:: WHAT TO PRODUCE ::
Search the records below for the word "head". Pull out each line that has it.

[Dataset entries]
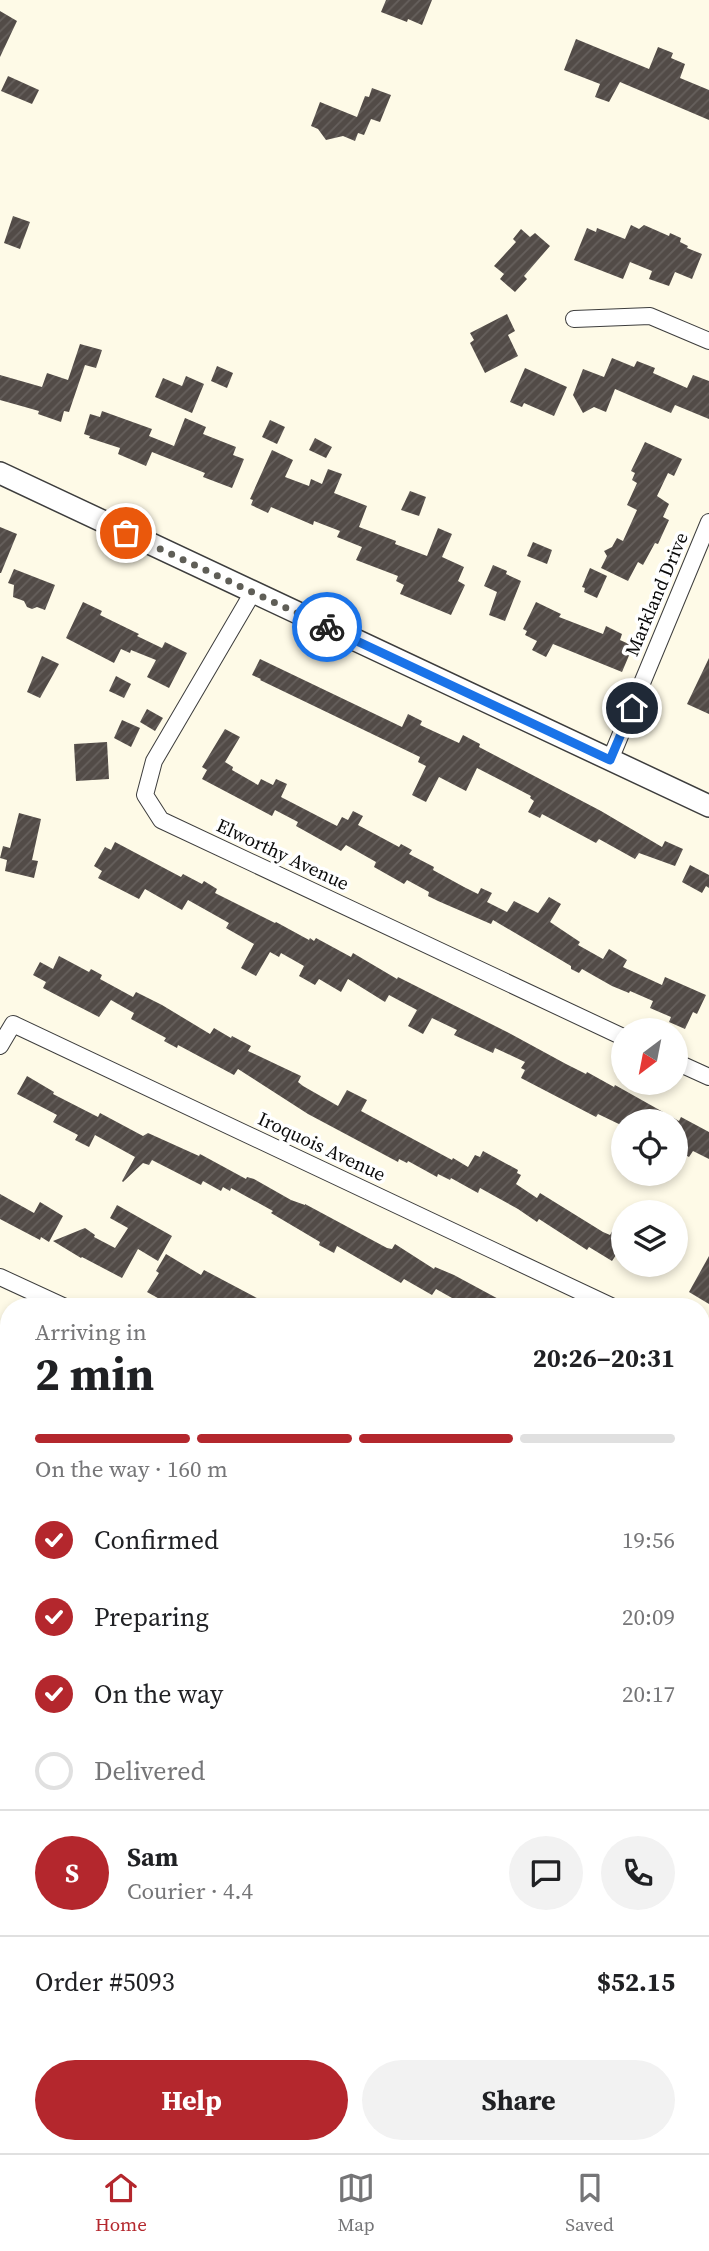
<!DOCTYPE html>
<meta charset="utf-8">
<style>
:root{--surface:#fff;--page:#f2f2f2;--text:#202124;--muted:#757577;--line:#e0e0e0;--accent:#b4272d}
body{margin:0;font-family:"Source Serif 4",serif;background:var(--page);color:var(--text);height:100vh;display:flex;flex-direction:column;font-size:26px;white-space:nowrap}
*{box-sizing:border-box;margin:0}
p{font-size:23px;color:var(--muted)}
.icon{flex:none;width:38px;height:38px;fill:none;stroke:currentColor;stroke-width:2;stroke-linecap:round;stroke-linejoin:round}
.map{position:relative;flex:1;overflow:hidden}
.details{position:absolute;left:0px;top:1298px;width:710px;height:856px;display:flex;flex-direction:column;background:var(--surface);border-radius:28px 28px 0 0;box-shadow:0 4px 10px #0003}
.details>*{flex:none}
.needle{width:46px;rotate:212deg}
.fabs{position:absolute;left:611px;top:1018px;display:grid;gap:14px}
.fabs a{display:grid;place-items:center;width:77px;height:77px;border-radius:50%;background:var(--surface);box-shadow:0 4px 10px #0003;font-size:35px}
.pin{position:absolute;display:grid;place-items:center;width:60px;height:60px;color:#fff;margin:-30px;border:4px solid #fff;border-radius:50%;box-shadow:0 2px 7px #0007}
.courier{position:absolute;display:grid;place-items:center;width:70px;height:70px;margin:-35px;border:5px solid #1a73e8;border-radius:50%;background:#fff;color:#222;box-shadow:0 2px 9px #0007}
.head em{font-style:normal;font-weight:700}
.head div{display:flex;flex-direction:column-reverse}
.head{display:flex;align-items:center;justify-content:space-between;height:119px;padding:0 35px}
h1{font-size:46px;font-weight:700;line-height:52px}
.bar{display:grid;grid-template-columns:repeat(4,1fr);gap:10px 7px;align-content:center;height:84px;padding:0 35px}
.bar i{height:9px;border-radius:5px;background:var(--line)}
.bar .selected{background:var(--accent)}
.bar p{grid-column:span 4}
.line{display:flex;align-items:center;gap:18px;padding:0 35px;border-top:2px solid var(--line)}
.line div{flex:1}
.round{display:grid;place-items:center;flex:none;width:74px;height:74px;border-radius:37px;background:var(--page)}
ol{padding:0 35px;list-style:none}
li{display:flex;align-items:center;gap:21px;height:77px}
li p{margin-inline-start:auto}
li .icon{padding:7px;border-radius:50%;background:var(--accent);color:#fff;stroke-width:4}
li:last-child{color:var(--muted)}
li i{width:38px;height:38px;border:4px solid var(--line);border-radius:50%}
.cta{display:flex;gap:14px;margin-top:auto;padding:14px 35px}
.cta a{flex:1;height:80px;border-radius:42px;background:var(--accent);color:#fff;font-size:28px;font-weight:700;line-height:80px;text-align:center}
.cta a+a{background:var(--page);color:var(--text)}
.menu{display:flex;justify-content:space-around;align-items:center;height:98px;border-top:2px solid var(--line);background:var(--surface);font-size:19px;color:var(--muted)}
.menu a{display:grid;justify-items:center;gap:4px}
.menu .selected{color:var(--accent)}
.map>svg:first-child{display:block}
.building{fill:url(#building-hatch)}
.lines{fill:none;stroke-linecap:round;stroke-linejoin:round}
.minor-casing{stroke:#3d3d3d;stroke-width:18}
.tertiary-casing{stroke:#3d3d3d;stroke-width:24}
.path{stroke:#2c2c2c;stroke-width:2.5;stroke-dasharray:7 3.5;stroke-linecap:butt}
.minor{stroke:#fff;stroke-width:16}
.tertiary{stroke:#fff;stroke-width:21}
.done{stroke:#5f5e57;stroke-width:7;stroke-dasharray:0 12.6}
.route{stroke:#1a73e8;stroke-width:9}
.labels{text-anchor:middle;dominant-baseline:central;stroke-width:7;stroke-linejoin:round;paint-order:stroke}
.street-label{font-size:19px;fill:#0a0a0a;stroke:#fff}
</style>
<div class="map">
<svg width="709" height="2153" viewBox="0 0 709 2153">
<defs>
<pattern id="building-hatch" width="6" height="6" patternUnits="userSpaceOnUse" patternTransform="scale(1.75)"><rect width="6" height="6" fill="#524b47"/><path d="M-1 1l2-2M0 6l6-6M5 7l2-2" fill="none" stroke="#66605d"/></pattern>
</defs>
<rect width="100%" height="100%" fill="#fefae7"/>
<!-- building -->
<g class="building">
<path d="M386,0H432L422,25L408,19L407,22L381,12Z"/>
<path d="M0,11L17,21L0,57Z"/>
<path d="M576,39L649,69L658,47L673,53L671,58L685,64L680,78L709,90V120L620,82L609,102L595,97L600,84L564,70Z"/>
<path d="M8,76L39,90L32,104L1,91Z"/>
<path d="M372,88L391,95L380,122L371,119L364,135L358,133L355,141L343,136L326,140L318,129L311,126L320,102L357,117L365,96L369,97Z"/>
<path d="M13,216L30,222L20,249L4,243Z"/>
<path d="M631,225L639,229L644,225L669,236L670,233L681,238L680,242L688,246L687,248L702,254L692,279L675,272L669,286L649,279L652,271L630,262L623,279L574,260L587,228L596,232L597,228L625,239Z"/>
<path d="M521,229L530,237L535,233L550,246L524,276L527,279L515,292L500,279L504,274L494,266L516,242L513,239Z"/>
<path d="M507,314L515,331L508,335L518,356L485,373L470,343L474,340L470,333Z"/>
<path d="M80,344L102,350L96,368L85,365L69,412L64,411L61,422L38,414L39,411L0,400V375L42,387L47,373L68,380Z"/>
<path d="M612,358L634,367L637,361L655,368L653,373L687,388L693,375L709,381V419L675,405L671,413L615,389L606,412L594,407L583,413L573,395L583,369L604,377Z"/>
<path d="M217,366L233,373L227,388L211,381Z"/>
<path d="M525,368L567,387L554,416L524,403L522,407L510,402Z"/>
<path d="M186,376L204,384L192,413L155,397L163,378L182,386Z"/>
<path d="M102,411L152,429L149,436L174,446L185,418L206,427L203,434L236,447L233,455L244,459L232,488L203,477L205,473L152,452L146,466L118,454L120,448L89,438L90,436L84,434L90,414L100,417Z"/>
<path d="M270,420L285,427L277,444L262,437Z"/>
<path d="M315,438L332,447L326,458L309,450Z"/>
<path d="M645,442L682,459L674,476L668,473L657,496L669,504L663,517L669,520L658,544L655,543L643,565L638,562L628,581L601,568L607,556L604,551L612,547L617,538L623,541L637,510L627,505L637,483L632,480L635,473L631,471Z"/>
<path d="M272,450L293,460L285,477L309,486L311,479L322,484L328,469L342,474L334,493L367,506L359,527L396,541L395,544L427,556L438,528L452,534L442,557L464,567L458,581L465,585L451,615L400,594L404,585L396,581L398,576L356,560L362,547L337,537L340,531L314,521L313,525L271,507L268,513L251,505L253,500L250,499Z"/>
<path d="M410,491L426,497L419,516L401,510Z"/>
<path d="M0,527L17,534L1,573H0Z"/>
<path d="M533,542L552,550L547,564L527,556Z"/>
<path d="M493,565L507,571L506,574L521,581L505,621L489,615L497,592L484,586Z"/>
<path d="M590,568L607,576L597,598L584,592L585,588L582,587Z"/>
<path d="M14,569L55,585L45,610L37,607L32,609L27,607L24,601L13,597L14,585L8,583Z"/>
<path d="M83,602L102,611L100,615L139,634L137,636L162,648L165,642L187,653L169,688L147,677L156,660L131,650L130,653L121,649L114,663L66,638Z"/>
<path d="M536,602L561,614L559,617L603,634L606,626L622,634L620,640L633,646L622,672L553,644L546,657L532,650L537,641L525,635L527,631L523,629Z"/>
<path d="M42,656L59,664L40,698L27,692Z"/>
<path d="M709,658V714L687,704Z"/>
<path d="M260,659L402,727L408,714L422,721L420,725L459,743L463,735L480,744L479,747L601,811L662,847L665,841L683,849L675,866L639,853L635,859L599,839L596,843L542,814L540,818L528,812L534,801L530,798L531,796L477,768L466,791L439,777L426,802L412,795L426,766L418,762L420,757L260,680L261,679L252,675Z"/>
<path d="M116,676L131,684L124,698L109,691Z"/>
<path d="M147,709L163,718L155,731L140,722Z"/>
<path d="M122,720L140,728L131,747L114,738Z"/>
<path d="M225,729L240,737L225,762L233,767L232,770L258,785L261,779L273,785L276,779L287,784L281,797L337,826L342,817L348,820L353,811L363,816L358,825L399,847L401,844L412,850L409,854L434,867L433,870L464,887L478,894L481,888L492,893L487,902L507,912L514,901L538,913L549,897L561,904L550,922L580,942L578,945L603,959L609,949L627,960L623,967L662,985L665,977L706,995L697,1014L693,1012L685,1029L669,1022L671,1017L650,1008L653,1001L630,991L629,993L612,986L582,969L579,973L571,969V966L493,920L491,924L438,901L428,896L429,892L407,880L404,884L374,867L376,862L346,845L341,851L296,826L298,822L275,810L272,816L202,779L207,770L202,767Z"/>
<path d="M107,742L109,779L76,781L74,744Z"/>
<path d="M19,813L41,819L32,860L38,861L34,878L5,871L7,860L0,858L3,846L10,848Z"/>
<path d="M115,842L181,877L183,874L202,884L204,881L217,889L215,893L275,923L276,922L309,940L310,938L314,941L316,938L351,957L353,953L397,979L398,977L509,1033L566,1064L586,1074L587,1072L614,1087L615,1085L679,1121L681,1117L709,1132V1159L693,1151L689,1157L676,1150V1122H623V1126L598,1114L596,1117L521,1078L525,1070L521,1068L525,1062L495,1048L493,1053L454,1035L457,1030L432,1018L423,1034L408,1026L417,1010L389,995L385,1002L348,979L341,992L319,979L315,985L299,976L304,966L281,953L279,957L270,952L256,976L241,968L254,944L226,928L229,923L188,900L182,910L145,889L139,899L98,878L102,871L94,866L105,847L111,850Z"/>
<path d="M690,865L709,875V888L706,886L702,893L682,882Z"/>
<path d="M59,956L89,972L91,969L102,975L100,979L133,997L136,992L162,1005L210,1034L214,1028L231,1038L232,1036L251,1046L248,1051L301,1076L298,1082L303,1086L338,1106L347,1090L367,1100L361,1111L452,1160L453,1158L468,1167L475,1155L480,1157L483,1151L518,1170L517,1173L521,1175L516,1184L537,1198L540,1193L603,1232L610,1235L623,1212V1255L618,1252L612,1261L589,1247L587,1250L539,1219L537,1222L518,1209L480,1188L478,1193L451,1178L450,1180L438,1174L437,1177L408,1161L407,1163L399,1159L398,1162L308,1114L238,1069L234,1075L178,1045L177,1048L164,1041L166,1038L131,1019L134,1013L111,1000L99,1017L64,999L43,988L46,982L33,975L40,962L53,969Z"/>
<path d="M27,1076L54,1092L53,1094L98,1117L100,1113L143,1136L148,1133L199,1156L200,1154L246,1179L247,1177L254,1179L291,1200L305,1205V1204L387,1248L392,1249L395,1244L434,1269L435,1267L454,1275L513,1307H468L436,1289L432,1295L404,1279L401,1283L337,1246L334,1253L319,1245L320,1242L271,1213L273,1211L231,1188L230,1191L223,1187L221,1191L203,1181L201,1185L152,1160L149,1165L143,1163L123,1182L122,1181L135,1157L95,1135L89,1147L75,1140L78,1135L53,1122L57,1115L17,1094Z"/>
<path d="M0,1194L34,1213L40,1202L63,1216L49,1242L41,1237L40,1240L0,1219Z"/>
<path d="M117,1205L172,1236L158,1261L138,1249L122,1278L82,1257L81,1258L53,1241L85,1228L95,1235L94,1237L115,1248L128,1228L110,1218Z"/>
<path d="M166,1254L201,1275L204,1270L274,1307H184L167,1298L165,1302L147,1292L159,1273L156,1271Z"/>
<path d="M709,1256V1304L689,1292Z"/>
</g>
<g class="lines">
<defs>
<g id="minor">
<path d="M574,319L650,316L709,341"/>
<path d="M253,592L154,761L145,795L161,820L623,1037"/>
<path d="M610,760L709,522"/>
<path d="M0,1046L13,1024L613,1307"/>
<path d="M676,1062L709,1077"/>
<path d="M0,1277L65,1307"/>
<path d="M702,1349L709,1353"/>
<path d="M702,1455L709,1442"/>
<path d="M702,1606L709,1609"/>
<path d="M0,2046L9,2050"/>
<path d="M203,2146L219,2153"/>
<path d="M344,2153L347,2146"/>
</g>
<g id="tertiary">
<path d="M0,473L709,806"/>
<path d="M0,1695L9,1699"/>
<path d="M702,2033L709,2037"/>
</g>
</defs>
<!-- minor casing -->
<use href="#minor" class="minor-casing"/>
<!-- tertiary casing -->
<use href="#tertiary" class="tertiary-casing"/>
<!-- path -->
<path class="path" d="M0,1510L9,1513"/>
<!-- minor -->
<use href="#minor" class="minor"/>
<!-- tertiary -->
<use href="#tertiary" class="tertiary"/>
</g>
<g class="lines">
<!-- done -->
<path class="done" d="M126,533L327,627"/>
<!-- route -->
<path class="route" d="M327,627L610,760L632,708"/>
</g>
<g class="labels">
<!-- street labels -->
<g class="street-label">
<text transform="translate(656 594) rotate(-67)">Markland Drive</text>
<text transform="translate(283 854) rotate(25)">Elworthy Avenue</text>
<text transform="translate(322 1146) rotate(25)">Iroquois Avenue</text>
</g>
</g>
</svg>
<div class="fabs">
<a><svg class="needle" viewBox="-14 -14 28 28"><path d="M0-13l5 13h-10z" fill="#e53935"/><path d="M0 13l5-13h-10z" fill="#757577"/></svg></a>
<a><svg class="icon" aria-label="locate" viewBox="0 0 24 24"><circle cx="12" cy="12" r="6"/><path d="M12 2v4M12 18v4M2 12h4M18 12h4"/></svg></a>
<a><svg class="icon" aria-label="layers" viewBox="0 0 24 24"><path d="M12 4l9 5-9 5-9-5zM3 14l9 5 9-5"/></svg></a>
</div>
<div class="pin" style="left:126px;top:533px;background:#ea580c"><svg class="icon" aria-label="bag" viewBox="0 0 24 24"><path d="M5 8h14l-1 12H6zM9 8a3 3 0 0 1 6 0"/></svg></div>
<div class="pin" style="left:632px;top:708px;background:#1f2937"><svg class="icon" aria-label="home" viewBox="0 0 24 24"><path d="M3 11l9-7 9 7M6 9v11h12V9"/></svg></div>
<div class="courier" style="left:327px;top:627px"><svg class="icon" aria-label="bike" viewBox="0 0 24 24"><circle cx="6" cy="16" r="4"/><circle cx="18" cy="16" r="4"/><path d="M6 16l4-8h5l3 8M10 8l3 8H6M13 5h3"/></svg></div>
<section class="details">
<div class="head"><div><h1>2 min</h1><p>Arriving in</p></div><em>20:26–20:31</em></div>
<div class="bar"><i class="selected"></i><i class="selected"></i><i class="selected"></i><i></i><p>On the way · 160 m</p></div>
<ol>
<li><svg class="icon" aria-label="check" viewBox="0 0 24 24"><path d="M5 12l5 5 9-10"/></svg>Confirmed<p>19:56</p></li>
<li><svg class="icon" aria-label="check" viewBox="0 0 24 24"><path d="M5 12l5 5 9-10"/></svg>Preparing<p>20:09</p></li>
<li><svg class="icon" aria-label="check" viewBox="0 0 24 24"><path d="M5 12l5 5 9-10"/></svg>On the way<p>20:17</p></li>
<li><i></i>Delivered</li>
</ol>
<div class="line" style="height:126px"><b class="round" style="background:var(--accent);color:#fff">S</b><div><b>Sam</b><p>Courier · 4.4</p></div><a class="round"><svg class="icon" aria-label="chat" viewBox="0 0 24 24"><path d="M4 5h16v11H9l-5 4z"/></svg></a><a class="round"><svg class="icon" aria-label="phone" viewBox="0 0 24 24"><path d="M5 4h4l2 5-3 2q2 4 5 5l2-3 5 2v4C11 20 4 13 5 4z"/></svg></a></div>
<div class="line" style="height:91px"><div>Order #5093</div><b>$52.15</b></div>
<div class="cta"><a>Help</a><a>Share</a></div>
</section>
</div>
<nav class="menu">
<a class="selected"><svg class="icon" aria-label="home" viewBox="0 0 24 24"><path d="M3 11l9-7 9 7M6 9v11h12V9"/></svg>Home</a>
<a><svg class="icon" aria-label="map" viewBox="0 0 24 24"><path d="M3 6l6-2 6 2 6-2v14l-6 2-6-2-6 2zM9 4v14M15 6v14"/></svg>Map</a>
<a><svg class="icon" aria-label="saved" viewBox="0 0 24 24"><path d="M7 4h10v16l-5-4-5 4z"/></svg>Saved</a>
</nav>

:: RESPONSE TO THIS EXERCISE ::
.head em{font-style:normal;font-weight:700}
.head div{display:flex;flex-direction:column-reverse}
.head{display:flex;align-items:center;justify-content:space-between;height:119px;padding:0 35px}
<div class="head"><div><h1>2 min</h1><p>Arriving in</p></div><em>20:26–20:31</em></div>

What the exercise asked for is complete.